# NBA Hall of Fame or Ball of Lame (First Milestone)
Name: Cobi Toeun <br>
Email: u1230512@utah.edu -- cobitoeun@gmail.com <br>
UID: u1230512 <br>

# Project Description:

What makes an NBA player one of the best in a season? What makes an NBA player one of the greatest in league history? <br>

To answer this question, I am going to web scrape, using *python*, the stats of current (2021-2022 season) NBA players and predict their qualifications and probability as a future NBA Hall of Famer. 
<br>

To determine which players would be considered as an all time great, I am going to look at previous Hall of Famers:

- The *Hall of Fame* honors players who have shown exceptional skill at basketball, all-time great coaches, referees, and other major contributors to the sport.

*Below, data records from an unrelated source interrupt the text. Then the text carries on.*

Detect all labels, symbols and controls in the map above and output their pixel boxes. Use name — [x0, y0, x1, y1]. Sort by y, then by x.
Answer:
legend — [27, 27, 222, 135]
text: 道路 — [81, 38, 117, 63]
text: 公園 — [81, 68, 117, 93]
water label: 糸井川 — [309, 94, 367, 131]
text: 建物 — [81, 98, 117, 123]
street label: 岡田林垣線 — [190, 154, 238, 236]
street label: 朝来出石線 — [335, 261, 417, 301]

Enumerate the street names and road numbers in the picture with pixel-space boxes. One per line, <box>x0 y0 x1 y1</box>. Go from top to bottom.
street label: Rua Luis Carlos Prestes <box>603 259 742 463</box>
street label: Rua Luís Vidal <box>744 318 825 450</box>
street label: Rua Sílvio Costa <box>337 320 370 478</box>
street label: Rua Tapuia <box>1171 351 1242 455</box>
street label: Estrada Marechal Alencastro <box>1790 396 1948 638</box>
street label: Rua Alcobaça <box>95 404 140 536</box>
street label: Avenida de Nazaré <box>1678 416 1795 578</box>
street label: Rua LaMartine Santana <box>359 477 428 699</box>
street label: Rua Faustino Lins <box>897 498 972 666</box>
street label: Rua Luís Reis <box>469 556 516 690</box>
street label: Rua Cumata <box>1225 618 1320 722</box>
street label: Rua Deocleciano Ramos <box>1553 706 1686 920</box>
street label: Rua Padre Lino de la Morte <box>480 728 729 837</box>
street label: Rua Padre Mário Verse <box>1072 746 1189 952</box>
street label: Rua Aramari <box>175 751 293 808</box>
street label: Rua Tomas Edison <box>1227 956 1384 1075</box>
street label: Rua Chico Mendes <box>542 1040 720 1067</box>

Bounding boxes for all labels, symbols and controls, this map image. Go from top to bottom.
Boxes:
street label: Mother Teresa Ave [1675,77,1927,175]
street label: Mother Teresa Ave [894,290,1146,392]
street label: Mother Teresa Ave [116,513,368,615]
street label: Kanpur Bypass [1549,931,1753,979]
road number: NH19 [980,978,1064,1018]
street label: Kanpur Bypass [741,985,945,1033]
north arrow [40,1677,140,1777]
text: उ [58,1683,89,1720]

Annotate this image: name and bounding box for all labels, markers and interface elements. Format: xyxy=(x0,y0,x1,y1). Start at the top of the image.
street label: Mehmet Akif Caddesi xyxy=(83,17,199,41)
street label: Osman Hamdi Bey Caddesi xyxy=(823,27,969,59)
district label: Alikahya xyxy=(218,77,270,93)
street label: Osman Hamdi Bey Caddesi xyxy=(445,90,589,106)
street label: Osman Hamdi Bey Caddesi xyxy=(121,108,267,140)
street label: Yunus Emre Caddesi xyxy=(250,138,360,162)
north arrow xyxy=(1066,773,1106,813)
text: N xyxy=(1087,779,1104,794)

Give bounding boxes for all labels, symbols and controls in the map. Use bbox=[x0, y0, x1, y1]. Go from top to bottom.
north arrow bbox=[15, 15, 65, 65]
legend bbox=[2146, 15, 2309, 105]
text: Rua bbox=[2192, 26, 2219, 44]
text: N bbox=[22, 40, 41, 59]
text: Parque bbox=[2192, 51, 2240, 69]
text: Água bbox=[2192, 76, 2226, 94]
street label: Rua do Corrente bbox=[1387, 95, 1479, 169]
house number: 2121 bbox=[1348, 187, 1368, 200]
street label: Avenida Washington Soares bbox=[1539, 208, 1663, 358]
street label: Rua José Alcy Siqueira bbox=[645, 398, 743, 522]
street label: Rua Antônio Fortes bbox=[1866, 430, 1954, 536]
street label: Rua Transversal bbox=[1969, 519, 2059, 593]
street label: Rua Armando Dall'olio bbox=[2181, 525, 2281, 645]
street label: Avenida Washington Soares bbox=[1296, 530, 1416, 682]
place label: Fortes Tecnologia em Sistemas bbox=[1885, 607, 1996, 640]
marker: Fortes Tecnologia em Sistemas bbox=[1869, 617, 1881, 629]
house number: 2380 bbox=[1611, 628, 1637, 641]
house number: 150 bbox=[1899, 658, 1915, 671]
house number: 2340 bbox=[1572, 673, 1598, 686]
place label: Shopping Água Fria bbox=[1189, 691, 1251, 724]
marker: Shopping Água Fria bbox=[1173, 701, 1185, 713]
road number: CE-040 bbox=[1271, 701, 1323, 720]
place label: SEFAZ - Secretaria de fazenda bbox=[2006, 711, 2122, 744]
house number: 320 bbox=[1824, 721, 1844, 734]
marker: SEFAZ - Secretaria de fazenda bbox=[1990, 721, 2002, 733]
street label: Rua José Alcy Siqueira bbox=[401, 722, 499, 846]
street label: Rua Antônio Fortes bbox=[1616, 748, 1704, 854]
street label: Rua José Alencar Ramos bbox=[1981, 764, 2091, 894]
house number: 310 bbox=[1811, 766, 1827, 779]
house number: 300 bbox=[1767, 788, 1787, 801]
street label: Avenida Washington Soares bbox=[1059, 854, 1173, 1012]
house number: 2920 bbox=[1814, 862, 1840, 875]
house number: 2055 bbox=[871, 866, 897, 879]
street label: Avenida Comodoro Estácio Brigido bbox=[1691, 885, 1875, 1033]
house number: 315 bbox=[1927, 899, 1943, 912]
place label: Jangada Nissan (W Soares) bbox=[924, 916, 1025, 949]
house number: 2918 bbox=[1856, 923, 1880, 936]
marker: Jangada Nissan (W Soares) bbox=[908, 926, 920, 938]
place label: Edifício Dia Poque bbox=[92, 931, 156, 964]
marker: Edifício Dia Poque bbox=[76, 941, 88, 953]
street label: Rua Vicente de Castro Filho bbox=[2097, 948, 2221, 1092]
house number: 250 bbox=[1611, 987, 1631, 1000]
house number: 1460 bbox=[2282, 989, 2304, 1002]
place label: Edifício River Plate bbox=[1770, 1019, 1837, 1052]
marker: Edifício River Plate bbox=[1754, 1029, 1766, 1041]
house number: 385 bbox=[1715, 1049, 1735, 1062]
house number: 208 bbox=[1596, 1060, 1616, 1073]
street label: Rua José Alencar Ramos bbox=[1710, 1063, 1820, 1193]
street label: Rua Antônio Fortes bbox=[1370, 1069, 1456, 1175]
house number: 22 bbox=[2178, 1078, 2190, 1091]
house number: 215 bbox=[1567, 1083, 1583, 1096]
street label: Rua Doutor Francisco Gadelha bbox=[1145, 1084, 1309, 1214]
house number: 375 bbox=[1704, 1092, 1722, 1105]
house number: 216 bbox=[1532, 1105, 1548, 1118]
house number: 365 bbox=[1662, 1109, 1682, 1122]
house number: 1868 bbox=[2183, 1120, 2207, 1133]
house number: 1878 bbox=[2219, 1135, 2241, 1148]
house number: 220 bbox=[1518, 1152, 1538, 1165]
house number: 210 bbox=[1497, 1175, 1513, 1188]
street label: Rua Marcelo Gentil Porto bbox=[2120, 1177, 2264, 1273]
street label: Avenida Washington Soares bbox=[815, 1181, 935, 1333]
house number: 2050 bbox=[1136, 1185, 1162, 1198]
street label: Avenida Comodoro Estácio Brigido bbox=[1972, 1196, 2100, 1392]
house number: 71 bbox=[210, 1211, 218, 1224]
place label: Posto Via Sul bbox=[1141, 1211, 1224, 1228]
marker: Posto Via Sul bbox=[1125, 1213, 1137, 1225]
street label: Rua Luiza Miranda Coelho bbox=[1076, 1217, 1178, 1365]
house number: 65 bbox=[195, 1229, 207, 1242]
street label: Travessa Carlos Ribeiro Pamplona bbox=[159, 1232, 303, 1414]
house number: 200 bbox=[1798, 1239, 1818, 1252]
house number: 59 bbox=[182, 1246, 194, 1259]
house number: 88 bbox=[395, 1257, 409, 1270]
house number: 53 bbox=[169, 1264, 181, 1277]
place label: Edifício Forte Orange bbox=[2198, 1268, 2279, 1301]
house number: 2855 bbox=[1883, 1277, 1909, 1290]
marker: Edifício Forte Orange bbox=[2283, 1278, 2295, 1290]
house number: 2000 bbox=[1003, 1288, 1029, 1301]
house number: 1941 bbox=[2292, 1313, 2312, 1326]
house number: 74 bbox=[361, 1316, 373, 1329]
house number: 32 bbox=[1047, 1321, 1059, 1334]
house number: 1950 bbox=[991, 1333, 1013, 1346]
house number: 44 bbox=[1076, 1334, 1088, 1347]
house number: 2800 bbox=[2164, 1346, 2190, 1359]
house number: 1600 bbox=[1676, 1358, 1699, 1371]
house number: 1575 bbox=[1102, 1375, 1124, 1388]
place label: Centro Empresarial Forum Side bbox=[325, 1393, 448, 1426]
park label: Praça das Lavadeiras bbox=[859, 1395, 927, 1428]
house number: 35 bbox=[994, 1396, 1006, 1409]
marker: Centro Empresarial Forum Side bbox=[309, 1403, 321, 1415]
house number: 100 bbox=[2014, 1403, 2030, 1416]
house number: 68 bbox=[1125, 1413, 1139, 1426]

A player or staff member can be considered a hall of famer for many different reasons; however, I would like to determine an NBA players chances through stats, awards, and accomplishments.


# Project Objectives:
**Questions to consider:**

- What makes a player likely to be inducted into the hall of fame?
- Do championships alone determine a players greatness, or can a player be considered an all-time great without a championship?
- Can a players Hall of Fame chances increase or decrease after each season?
- What are the most common variables among current hall of famers? Which provide the strongest correlations?
- Can I create a model and algorithm to predict whether a player is likely to be chosen as a hall of famer based only on current stats?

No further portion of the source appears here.